▶ _What you should do_
Copy all lines in the material holding the string "lineWidth".

▶ _Records supplied_
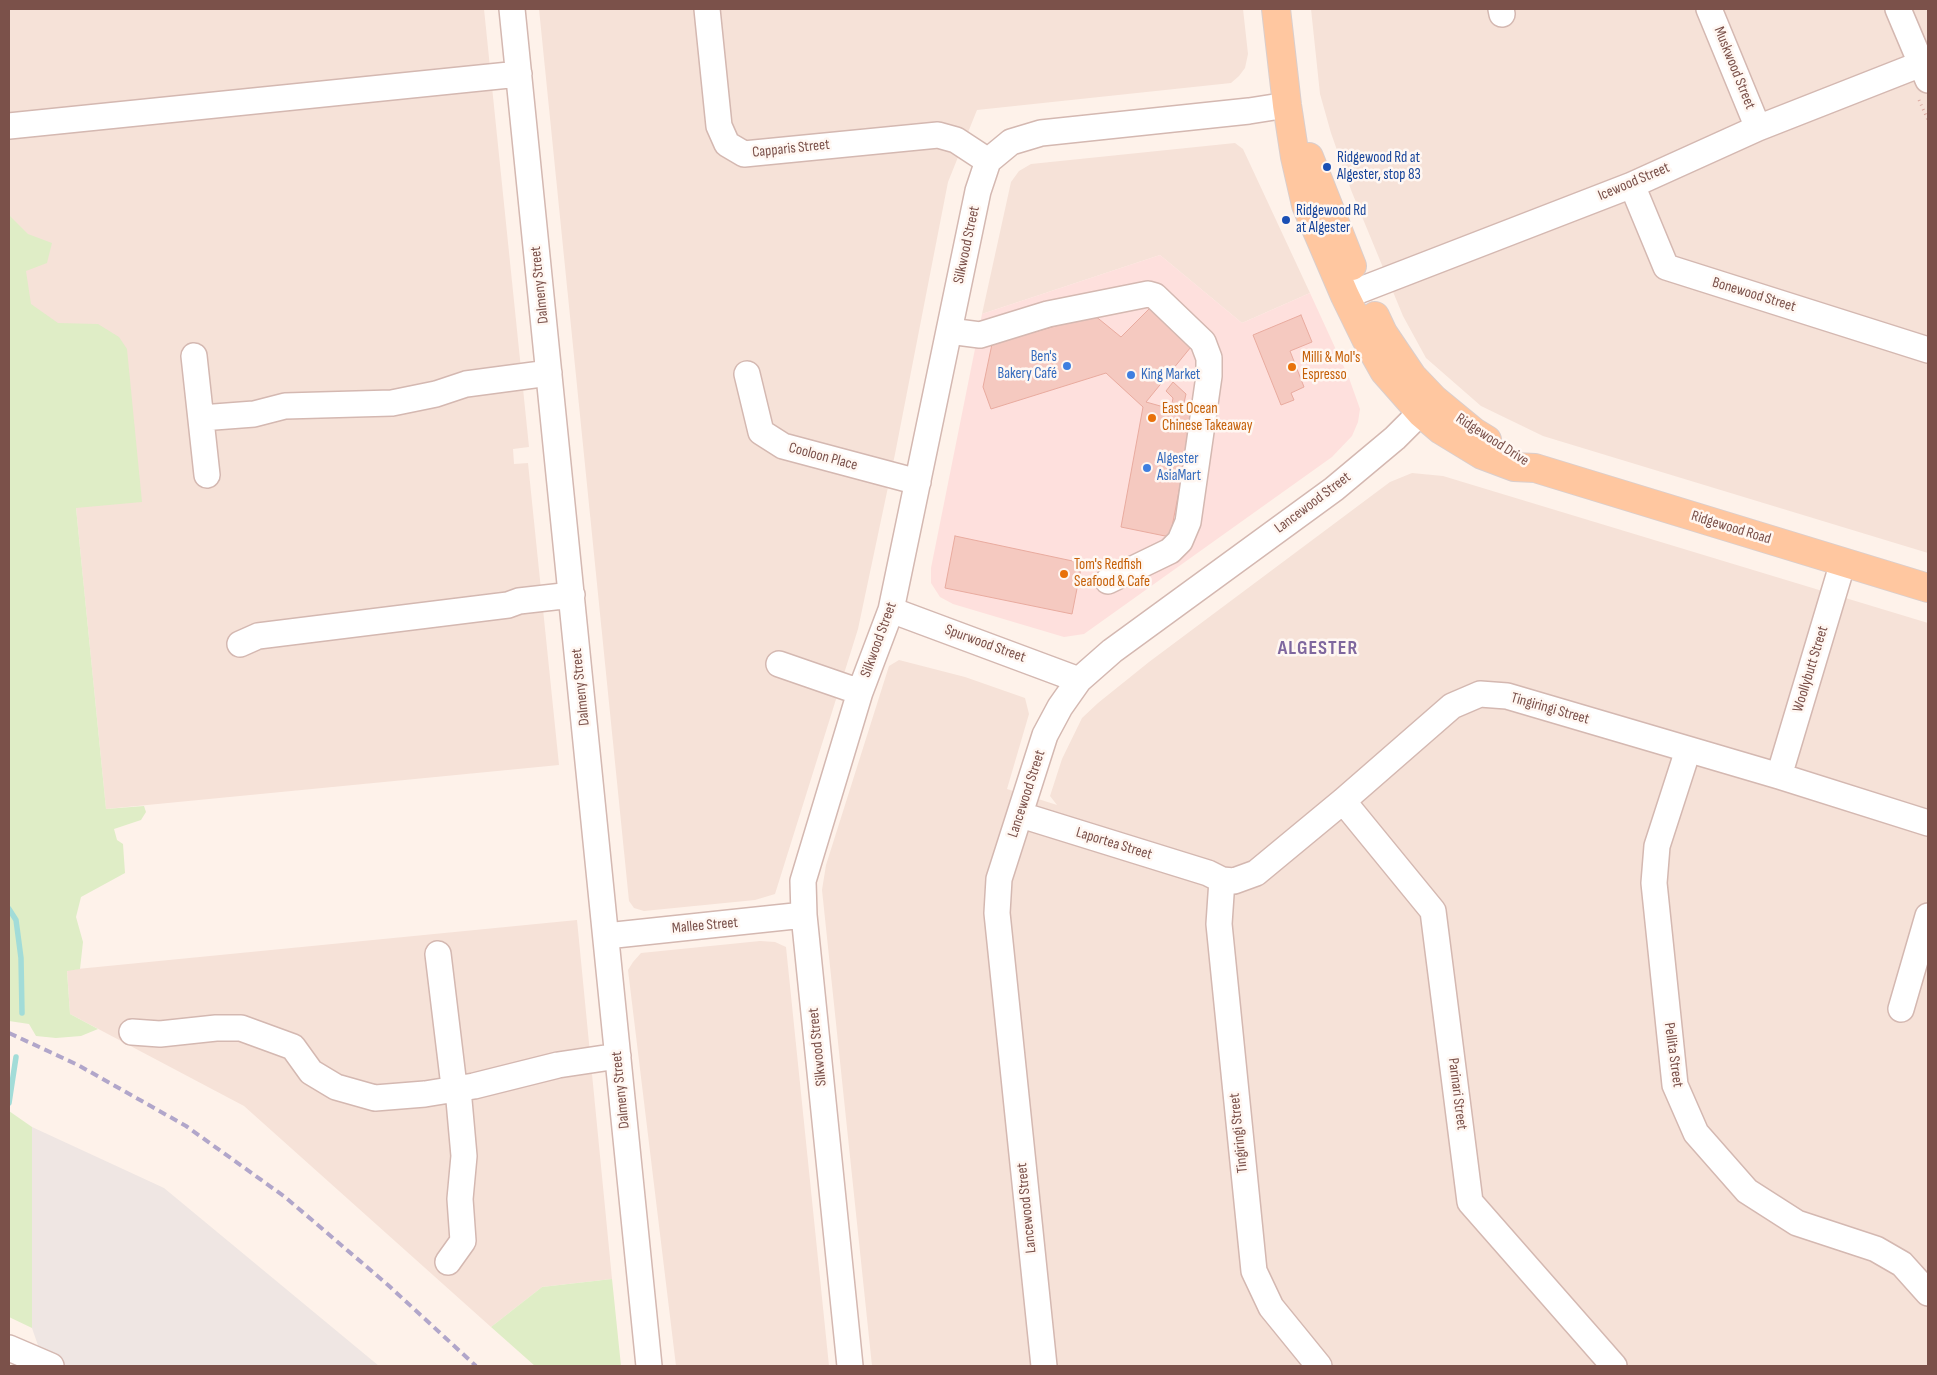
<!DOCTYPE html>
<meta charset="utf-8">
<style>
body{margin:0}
#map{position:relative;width:1937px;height:1375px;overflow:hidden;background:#fef2ea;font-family:"Sofia Sans Condensed",sans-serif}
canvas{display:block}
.frame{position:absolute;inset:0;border:10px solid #7b514a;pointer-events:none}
</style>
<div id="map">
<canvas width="1937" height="1375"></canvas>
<div class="frame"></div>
</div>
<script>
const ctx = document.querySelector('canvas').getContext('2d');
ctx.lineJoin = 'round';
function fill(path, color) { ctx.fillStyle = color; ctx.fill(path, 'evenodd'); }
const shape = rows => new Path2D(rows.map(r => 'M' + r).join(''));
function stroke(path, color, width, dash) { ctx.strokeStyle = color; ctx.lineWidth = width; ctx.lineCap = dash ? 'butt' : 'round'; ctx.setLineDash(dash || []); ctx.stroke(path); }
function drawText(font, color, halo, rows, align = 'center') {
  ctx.font = font + ' "Sofia Sans Condensed",sans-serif'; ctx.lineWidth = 5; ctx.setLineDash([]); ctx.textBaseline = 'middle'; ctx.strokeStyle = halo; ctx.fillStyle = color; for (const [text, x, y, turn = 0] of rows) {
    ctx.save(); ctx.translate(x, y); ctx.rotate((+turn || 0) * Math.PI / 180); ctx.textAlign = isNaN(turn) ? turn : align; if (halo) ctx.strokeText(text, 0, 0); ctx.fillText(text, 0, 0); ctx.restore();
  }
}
const residential = shape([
 [9,9,484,9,529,447,513,449,514,464,528,463,559,765,106,809,76,508,9,384],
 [539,9,1243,9,1248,54,1245,68,1239,76,1231,83,977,110,948,182,895,454,858,629,775,894,755,900,644,911,634,908,629,901],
 [1311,9,1928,9,1928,553,1543,436,1481,406,1426,358,1403,316,1351,190,1331,133,1320,94],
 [1235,143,1243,149,1310,293,1242,323,1160,255,982,314,1011,182,1019,171,1031,164],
 [1412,473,1443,476,1928,623,1928,1366,872,1366,822,890,826,865,889,666,899,660,965,677,1025,698,1029,714,1007,789,1057,805,1050,796,1062,759,1082,718,1098,703,1149,662,1390,482],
 [577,920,612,1279,542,1287,491,1327,244,1106,70,1014,67,970],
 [760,941,775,942,786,947,829,1366,676,1366,628,970,633,962,641,953]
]);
const commercial = shape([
 [1160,255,1242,323,1310,293,1349,378,1360,409,1358,422,1352,436,1332,457,1084,634,1064,637,953,604,940,597,931,583,931,568,982,314]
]);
const industrial = shape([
 [32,1127,164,1188,379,1366,45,1366,32,1328]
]);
const green = shape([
 [9,215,28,234,52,243,47,263,26,271,31,304,58,323,98,324,119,337,127,349,142,502,76,508,106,809,144,806,146,812,141,820,114,829,117,840,123,844,125,873,81,897,76,917,83,942,80,969,67,971,70,1014,98,1029,81,1036,56,1038,36,1036,29,1024,9,1021],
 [9,1111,32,1127,32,1328,9,1317],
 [612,1279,621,1366,535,1366,491,1327,542,1287]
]);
const stream = shape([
 [9,909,16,920,21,958,22,1013],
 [9,1103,16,1057]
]);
const building = shape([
 [1154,304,1195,342,1146,402,1171,409,1173,398,1166,391,1173,382,1186,394,1182,412,1194,415,1170,537,1121,527,1143,407,1106,373,991,409,983,387,992,344,1094,315,1121,337,1154,304],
 [1301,315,1312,342,1290,351,1304,387,1291,393,1294,400,1281,405,1253,335,1301,315],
 [955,536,1082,563,1072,614,945,588,955,536]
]);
const path = shape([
 [1919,100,1928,120]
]);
const minor = shape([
 [512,9,649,1366],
 [707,9,719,126,727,144,744,154,938,135,956,140,988,161],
 [1501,9,1502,14],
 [1709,9,1758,128],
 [1898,9,1928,80],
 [9,126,519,74],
 [1632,185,1666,267,1928,350],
 [1345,296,1632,185,1758,128,1921,64],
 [949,331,980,335,1048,314,1148,294,1155,296,1203,342,1209,358,1209,376,1188,522,1180,541,1170,551,1108,581],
 [194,356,207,475],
 [747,374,761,432,783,446,918,482],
 [201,418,254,414,285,406,392,403,436,394,466,384,549,373],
 [891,610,1079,680],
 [240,644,258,636,508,605,519,601,572,595],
 [779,664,860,692],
 [1688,750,1657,846,1654,883,1675,1085,1696,1133,1747,1191,1797,1223,1876,1249,1902,1264,1928,1293],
 [1779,776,1843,562],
 [1343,801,1433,911,1470,1202,1614,1366],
 [1021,815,1208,873,1222,880,1234,881,1256,873,1343,801,1452,706,1480,694,1507,696,1779,776,1928,823],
 [1222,880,1219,924,1254,1271,1271,1307,1319,1366],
 [606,936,804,915],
 [438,954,453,1078,458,1089,464,1156,460,1199,463,1241,448,1262],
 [1901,1009,1928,916],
 [132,1032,160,1034,216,1028,241,1028,293,1047,311,1072,336,1087,375,1098,425,1094,474,1086,558,1065,618,1056],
 [9,1348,51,1366],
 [850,1366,804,915,803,881,860,692,891,610,978,191,988,161,1011,142,1041,133,1249,111,1287,105],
 [1044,1366,997,913,999,879,1045,735,1060,707,1079,680,1112,651,1334,489,1395,438,1434,399]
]);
const major = shape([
 [1276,9,1287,105,1295,157,1306,205,1345,296,1366,339,1384,371,1421,413,1441,430,1482,455,1514,467,1535,468,1928,588],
 [1309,157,1352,266],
 [1375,316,1383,333,1412,376,1434,399,1474,432,1487,440]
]);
const rail = shape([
 [9,1033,78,1065,186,1126,285,1197,388,1285,476,1366]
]);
const markers = [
 [1327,167,5,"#1a4fb4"],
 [1286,220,5,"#1a4fb4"],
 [1067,366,5,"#3f7fe0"],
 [1292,367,5,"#e8710a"],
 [1131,375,5,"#3f7fe0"],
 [1152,418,5,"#e8710a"],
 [1147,468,5,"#3f7fe0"],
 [1064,574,5,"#e8710a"]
];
const streetNames = [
 ["Muskwood Street",1734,68,68],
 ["Capparis Street",791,149,-6],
 ["Icewood Street",1634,182,-23],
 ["Silkwood Street",967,245,-78],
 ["Dalmeny Street",540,285,-96],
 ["Bonewood Street",1754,295,17],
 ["Ridgewood Drive",1492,440,33],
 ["Cooloon Place",823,457,15],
 ["Lancewood Street",1313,503,-37],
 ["Ridgewood Road",1731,528,17],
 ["Silkwood Street",879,640,-70],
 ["Spurwood Street",985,644,20],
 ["Woollybutt Street",1811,669,-73],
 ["Dalmeny Street",581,687,-96],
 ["Tingiringi Street",1550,709,16],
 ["Lancewood Street",1027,794,-72],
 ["Laportea Street",1114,844,17],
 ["Mallee Street",705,926,-5],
 ["Silkwood Street",818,1047,-96],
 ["Pellita Street",1673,1055,82],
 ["Dalmeny Street",621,1090,-96],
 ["Parinari Street",1457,1094,83],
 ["Tingiringi Street",1239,1133,-96],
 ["Lancewood Street",1027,1208,-96]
];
const transitNames = [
 ["Ridgewood Rd at",1337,158],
 ["Algester, stop 83",1337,175],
 ["Ridgewood Rd",1296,211],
 ["at Algester",1296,228]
];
const shopNames = [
 ["Ben's",1057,357,"right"],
 ["Bakery Café",1057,374,"right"],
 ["King Market",1141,375],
 ["Algester",1157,459],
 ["AsiaMart",1157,476]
];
const foodNames = [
 ["Milli & Mol's",1302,358],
 ["Espresso",1302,375],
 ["East Ocean",1162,409],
 ["Chinese Takeaway",1162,426],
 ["Tom's Redfish",1074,565],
 ["Seafood & Cafe",1074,582]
];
const districtNames = [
 ["ALGESTER",1318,649]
];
fill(residential, '#f6e2d8');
fill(commercial, '#fee0dd');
fill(industrial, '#efe6e3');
fill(green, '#dfedc6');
stroke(stream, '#a2dcd8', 5.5);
fill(building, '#f5c9c0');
stroke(building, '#e9ab9f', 1);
stroke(minor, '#d4b8b1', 28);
stroke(major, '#dacecc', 30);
stroke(path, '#dbaba2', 3, [1, 4]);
stroke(minor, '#fff', 25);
stroke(major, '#ffc7a0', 28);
stroke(rail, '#b1a6ca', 4, [8, 5]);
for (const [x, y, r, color] of markers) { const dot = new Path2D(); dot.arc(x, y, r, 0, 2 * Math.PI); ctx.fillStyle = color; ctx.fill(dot); stroke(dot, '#fff7f2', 2); }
drawText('15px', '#7b514a', '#fff7f2', streetNames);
drawText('15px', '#164399', '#fff7f2', transitNames, 'left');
drawText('15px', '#366cbe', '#fff7f2', shopNames, 'left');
drawText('15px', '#c56008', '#fff7f2', foodNames, 'left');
ctx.letterSpacing = '1px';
drawText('bold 20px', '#7f679e', '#fff7f2', districtNames);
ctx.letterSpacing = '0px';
</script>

▶ _Result_
function stroke(path, color, width, dash) { ctx.strokeStyle = color; ctx.lineWidth = width; ctx.lineCap = dash ? 'butt' : 'round'; ctx.setLineDash(dash || []); ctx.stroke(path); }
  ctx.font = font + ' "Sofia Sans Condensed",sans-serif'; ctx.lineWidth = 5; ctx.setLineDash([]); ctx.textBaseline = 'middle'; ctx.strokeStyle = halo; ctx.fillStyle = color; for (const [text, x, y, turn = 0] of rows) {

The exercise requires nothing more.